I just bought a Autozone 6 volt for my Imperial yesterday for 69.99. Wonder how long its gonna last. I was looking at the optima at AutoBarn with free shipping $150. We shall see.
There is a slight possibility it is still good, but is so discharged that the charger thinks it's bad (shorted) and thus won't do its thing. Try charging it with another non-Optima battery in parallel (pos to pos, neg to neg) and see if the Optima comes back to life - you have nothing to lose.
new streetrodder has a pretty good article by a guy at optima about resurecting discharged batterys. most battery chargers wont charge a battery thats under 10 volts or so. so you gotta put a known good battery in parallel with the discharged one to fool your charger into inducing a charge. low amp slooowww chargre will probably bring her back. edit: bfc beat me to the punch!

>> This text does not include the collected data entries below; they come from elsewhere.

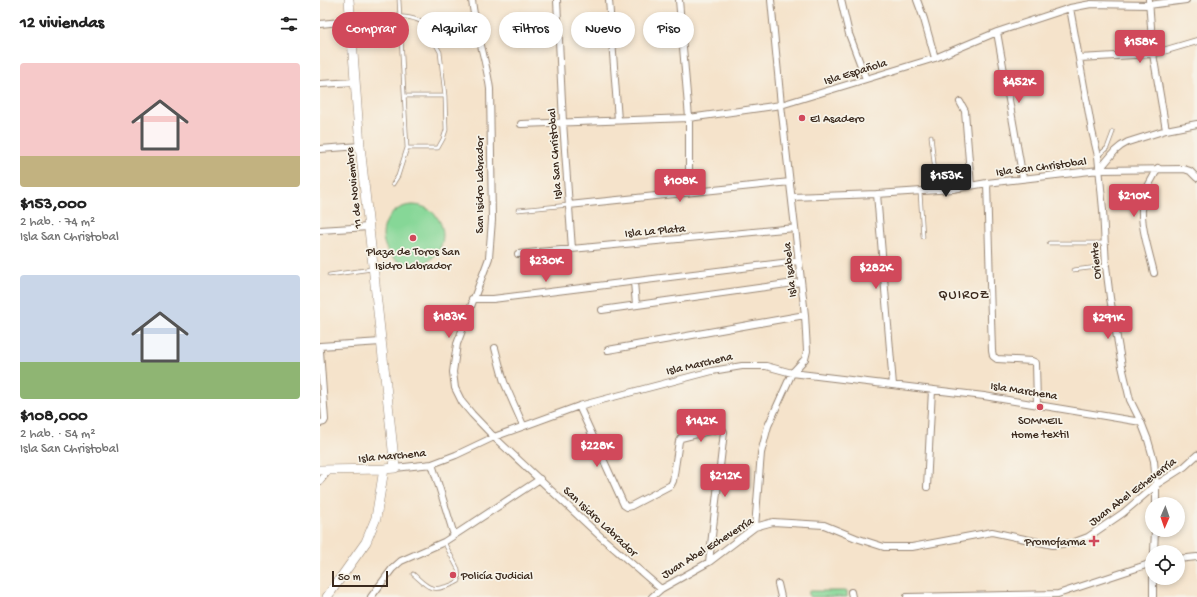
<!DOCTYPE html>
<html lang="es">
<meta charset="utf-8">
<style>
:root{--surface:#fff;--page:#f6f6f6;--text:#222;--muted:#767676;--accent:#d1495b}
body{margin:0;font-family:"Gochi Hand",sans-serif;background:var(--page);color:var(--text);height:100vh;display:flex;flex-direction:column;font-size:15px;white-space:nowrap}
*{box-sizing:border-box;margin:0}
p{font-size:13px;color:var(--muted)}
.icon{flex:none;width:22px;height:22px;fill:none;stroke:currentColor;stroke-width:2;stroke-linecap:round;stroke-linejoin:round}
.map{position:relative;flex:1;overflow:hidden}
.drawer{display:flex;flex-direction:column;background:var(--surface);width:320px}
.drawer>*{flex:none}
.top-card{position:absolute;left:12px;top:12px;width:380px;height:36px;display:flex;gap:8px}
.needle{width:26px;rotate:182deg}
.buttons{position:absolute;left:825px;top:497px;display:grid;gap:8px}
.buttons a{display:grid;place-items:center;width:40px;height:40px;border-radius:50%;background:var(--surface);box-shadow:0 2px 6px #0003;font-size:20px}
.scale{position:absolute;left:12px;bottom:10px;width:56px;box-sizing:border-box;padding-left:4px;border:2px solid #3b2a1e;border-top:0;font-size:11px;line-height:14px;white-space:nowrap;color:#3b2a1e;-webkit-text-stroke:3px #f7f3e8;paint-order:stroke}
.price{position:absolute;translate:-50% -34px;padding:0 9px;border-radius:4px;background:var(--accent);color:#fff;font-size:13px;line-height:26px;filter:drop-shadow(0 1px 2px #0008)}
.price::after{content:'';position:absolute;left:50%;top:24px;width:12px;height:9px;margin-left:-6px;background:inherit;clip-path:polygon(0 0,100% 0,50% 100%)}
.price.current{background:#222;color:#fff}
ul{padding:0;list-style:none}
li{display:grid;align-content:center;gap:8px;height:212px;padding:0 20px}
li span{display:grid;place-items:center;height:124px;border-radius:4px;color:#555}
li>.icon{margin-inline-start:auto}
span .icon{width:72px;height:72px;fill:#fffc;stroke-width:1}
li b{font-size:17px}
h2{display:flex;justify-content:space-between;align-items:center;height:48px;padding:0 20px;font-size:17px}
.tag{padding:0 14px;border-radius:18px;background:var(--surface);box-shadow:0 2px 6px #0003;font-size:14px;line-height:36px}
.tag.current{background:var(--accent);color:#fff}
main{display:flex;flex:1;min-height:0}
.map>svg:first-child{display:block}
.green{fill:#86d797;stroke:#60805a}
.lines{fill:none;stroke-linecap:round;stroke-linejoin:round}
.lane-casing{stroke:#988674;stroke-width:4.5}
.street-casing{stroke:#988674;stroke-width:8}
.secondary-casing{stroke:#988674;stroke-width:10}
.lane{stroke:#fff;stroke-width:3}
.street{stroke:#fff;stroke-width:6}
.secondary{stroke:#fff;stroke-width:9}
.poi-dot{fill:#d1495b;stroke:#f7f3e8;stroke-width:1.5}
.labels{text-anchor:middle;stroke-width:3.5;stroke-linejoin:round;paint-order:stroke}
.street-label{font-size:12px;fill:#3b2a1e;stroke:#f7f3e8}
.poi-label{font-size:12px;fill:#3b2a1e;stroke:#f7f3e8;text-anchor:start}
.quarter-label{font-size:14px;letter-spacing:1px;fill:#3b2a1e;stroke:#f7f3e8}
</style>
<main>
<section class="drawer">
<h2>12 viviendas<svg class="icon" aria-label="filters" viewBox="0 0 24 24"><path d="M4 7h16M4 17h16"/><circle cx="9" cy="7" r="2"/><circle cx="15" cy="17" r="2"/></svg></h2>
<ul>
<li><span style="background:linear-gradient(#f6c9c9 75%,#c2b280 0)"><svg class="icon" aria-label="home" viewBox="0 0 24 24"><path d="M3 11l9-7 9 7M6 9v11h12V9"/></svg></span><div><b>$153,000</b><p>2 hab. · 74 m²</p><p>Isla San Christobal</p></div></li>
<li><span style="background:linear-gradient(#c9d6e8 70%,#8fb573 0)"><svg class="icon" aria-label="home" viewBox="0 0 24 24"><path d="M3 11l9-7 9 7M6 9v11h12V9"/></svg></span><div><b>$108,000</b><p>2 hab. · 54 m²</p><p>Isla San Christobal</p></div></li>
</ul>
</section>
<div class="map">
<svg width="877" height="597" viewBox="0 0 877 597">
<rect width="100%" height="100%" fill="#f7f3e8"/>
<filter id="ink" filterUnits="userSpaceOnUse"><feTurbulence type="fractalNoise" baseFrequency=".025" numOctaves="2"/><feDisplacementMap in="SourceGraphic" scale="8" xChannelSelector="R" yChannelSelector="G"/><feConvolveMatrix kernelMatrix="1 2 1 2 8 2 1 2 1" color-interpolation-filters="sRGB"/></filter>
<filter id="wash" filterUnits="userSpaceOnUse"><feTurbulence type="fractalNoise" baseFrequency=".012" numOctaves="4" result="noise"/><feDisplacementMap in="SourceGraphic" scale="16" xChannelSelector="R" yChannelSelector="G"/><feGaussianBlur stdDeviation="0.9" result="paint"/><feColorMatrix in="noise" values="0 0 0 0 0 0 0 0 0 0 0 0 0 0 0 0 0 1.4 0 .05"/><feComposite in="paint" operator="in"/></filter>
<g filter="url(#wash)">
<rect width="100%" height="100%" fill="#f5e3cb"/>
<!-- green -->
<path class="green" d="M63 235a30 30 0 1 1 60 0a30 30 0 1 1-60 0Z
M488 591H527V597H490Z"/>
</g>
<g filter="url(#ink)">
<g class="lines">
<defs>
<path id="lane" d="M79 0 87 148
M32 21C51 19 91 10 105 25L120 52 125 96 126 130 123 139 118 148H87L78 176 73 184
M84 96H125
M611 136 617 190
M778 156 787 148 793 132
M600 192 603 237
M198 210 249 205
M729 243H785
M753 270 786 266
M9 275 52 269
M93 574C104 583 109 592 124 587 130 586 134 584 139 581L138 569 124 542"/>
<path id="street" d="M152 0C155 30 166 58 170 89L172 220 169 258 137 344 133 372 135 388 142 402 152 414 174 437 281 537 341 589
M237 0 243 122 252 249
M289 0 298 120
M359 0 369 118V193
M521 0 529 34 546 79
M597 0 604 19 615 58
M829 0 833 54 846 130
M750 8 772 131 778 156 783 210 786 266 790 298 802 366 810 400 821 422 828 440 834 461 836 485V504
M0 24 31 21
M185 29 238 27
M677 32 703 179
M759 58 833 54 877 41
M0 84 35 82
M640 102 645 111 651 186
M201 124 369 118 461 105 615 58 677 32 750 8 771 4 829 5 866 0
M0 149 40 146
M779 170 795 151 801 146 808 142 846 130 877 124
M667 183 672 351 673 356 677 359 712 361 716 363 717 404
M557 194 573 385
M472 197 557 194 633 189 667 183 779 170 864 169 870 171 877 178
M249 205 470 182
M0 230 49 227
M198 254 475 228
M834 273C829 250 816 216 825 193 828 185 834 176 838 168
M314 282 316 305
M152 299H173L478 261
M282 310 481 282
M0 346 61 342
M175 348 184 382 203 425
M288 350 485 315
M0 351 5 420 4 422 0 423
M259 406 304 505 307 507 311 506 351 485 353 481 359 441 361 438 401 428 404 432 389 562
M112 464 134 535
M75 468 112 464 136 455 174 437 259 406 392 371 422 366H446L472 373 664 396 821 422
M0 481 8 471
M607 487 612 390
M435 527 441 453 448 426 472 373 485 359 487 351 485 315 461 105 451 0
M834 552 835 530
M858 559 877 557
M458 584 461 597
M531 592 532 597
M51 597 72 569 81 561 124 542 220 479
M332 597 341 589 389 562 435 527 453 522 504 525 536 538 564 547H592L672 532 733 545 752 543 768 537 803 513 836 485 864 467 877 455
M587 597 738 594 832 563
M833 597V578"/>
<path id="secondary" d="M0 470 64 469 75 468 40 146 29 0
M7 597 46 542 56 518 64 469"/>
</defs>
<!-- lane casing -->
<use href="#lane" class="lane-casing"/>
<!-- street casing -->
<use href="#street" class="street-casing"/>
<!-- secondary casing -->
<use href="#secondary" class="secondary-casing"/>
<!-- lane -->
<use href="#lane" class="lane"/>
<!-- street -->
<use href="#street" class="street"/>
<!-- secondary -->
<use href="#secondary" class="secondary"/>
</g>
</g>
<!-- markers -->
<g class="poi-dot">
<circle cx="482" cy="118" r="4"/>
<circle cx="93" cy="238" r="4"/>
<circle cx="720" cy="407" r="4"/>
<path d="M772 535h4v4h4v4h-4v4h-4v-4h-4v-4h4z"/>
<circle cx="133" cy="575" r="4"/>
</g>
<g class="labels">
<!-- street labels -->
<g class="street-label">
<text transform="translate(535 71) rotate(-17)" y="4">Isla Española</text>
<text transform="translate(234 154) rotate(-94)" y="4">Isla San Christobal</text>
<text transform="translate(721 166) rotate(-7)" y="4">Isla San Christobal</text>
<text transform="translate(159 185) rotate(-90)" y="4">San Isidro Labrador</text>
<text transform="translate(33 188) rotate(-96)" y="4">11 de Noviembre</text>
<text transform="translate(335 230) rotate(-5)" y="4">Isla La Plata</text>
<text transform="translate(775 261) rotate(-95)" y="4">Oriente</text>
<text transform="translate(469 270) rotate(-96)" y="4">Isla Isabela</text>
<text transform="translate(379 363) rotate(-13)" y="4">Isla Marchena</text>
<text transform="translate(704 390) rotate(9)" y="4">Isla Marchena</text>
<text transform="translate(72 455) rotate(-5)" y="4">Isla Marchena</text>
<text transform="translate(812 491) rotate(-37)" y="4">Juan Abel Echeverría</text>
<text transform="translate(281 521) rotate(43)" y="4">San Isidro Labrador</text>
<text transform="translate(387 547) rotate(-32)" y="4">Juan Abel Echeverría</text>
</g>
<!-- poi labels -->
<g class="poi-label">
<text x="490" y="122">El Asadero</text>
<text x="93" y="255" text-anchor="middle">Plaza de Toros San<tspan x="93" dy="14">Isidro Labrador</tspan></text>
<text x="720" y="424" text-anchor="middle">SOMMEIL<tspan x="720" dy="14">Home textil</tspan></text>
<text x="766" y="545" text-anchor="end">Promofarma</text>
<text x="141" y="579">Policía Judicial</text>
</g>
<!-- quarter labels -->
<g class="quarter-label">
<text x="644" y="298">QUIROZ</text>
</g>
</g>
</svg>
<div class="buttons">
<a><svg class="needle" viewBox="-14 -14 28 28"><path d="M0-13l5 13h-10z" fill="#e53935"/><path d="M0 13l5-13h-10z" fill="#767676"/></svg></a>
<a><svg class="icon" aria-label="locate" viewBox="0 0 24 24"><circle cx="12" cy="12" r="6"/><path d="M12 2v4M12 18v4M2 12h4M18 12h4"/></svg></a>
</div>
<div class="scale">50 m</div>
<b class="price" style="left:820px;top:64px">$158K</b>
<b class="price" style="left:699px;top:104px">$452K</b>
<b class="price current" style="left:626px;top:198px">$153K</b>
<b class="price" style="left:360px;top:203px">$108K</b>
<b class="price" style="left:814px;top:218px">$210K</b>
<b class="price" style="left:226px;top:283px">$230K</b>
<b class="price" style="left:556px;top:290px">$282K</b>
<b class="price" style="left:129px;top:339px">$183K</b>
<b class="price" style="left:788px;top:340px">$291K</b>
<b class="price" style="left:381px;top:443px">$142K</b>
<b class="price" style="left:277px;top:468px">$228K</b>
<b class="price" style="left:405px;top:498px">$212K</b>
<div class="top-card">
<a class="tag current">Comprar</a>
<a class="tag">Alquilar</a>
<a class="tag">Filtros</a>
<a class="tag">Nuevo</a>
<a class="tag">Piso</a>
</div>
</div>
</main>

Ive been moving one from daily to daily driver for like 7 years now. And have had some killer stereos beat the hell out of it. Wont buy anything different, except for when i go to sell the car
Save your old American made Optima batteries rather than buying the new foreign built ones. Sorry, a little rant.
We put a a six volt optima in a Lincoln "tar-top" logo'd case in a 1948 Lincoln cabriolet and it didn't last six months. Then we had four or five dead omtimas come into the shop within six weeks.
i have a new 6 and 12 under the bench.. i refuse to use them in anything unless its for an emergency.
They will die if you discharge it deep. Can't be brought back to life as regular water filled batteries
That's what I am afraid of. I wonder if I can fool the charger by putting a simple resistive load (say 16 ohms at 25 watts). That should make the charger think it has a load. I have very simple chargers that do not have all that micropressor technology built in. I can charge at 1 amp with my homebrew one. So I will try this. I just hope that $150 for a new Optima gets me another great battery and not a POS.
I normally do this, at least disconnect one lead, but that CRS got me this time. Man am I pissed, and that damn horn wiring. Guess that damn car is telling me to rewire it.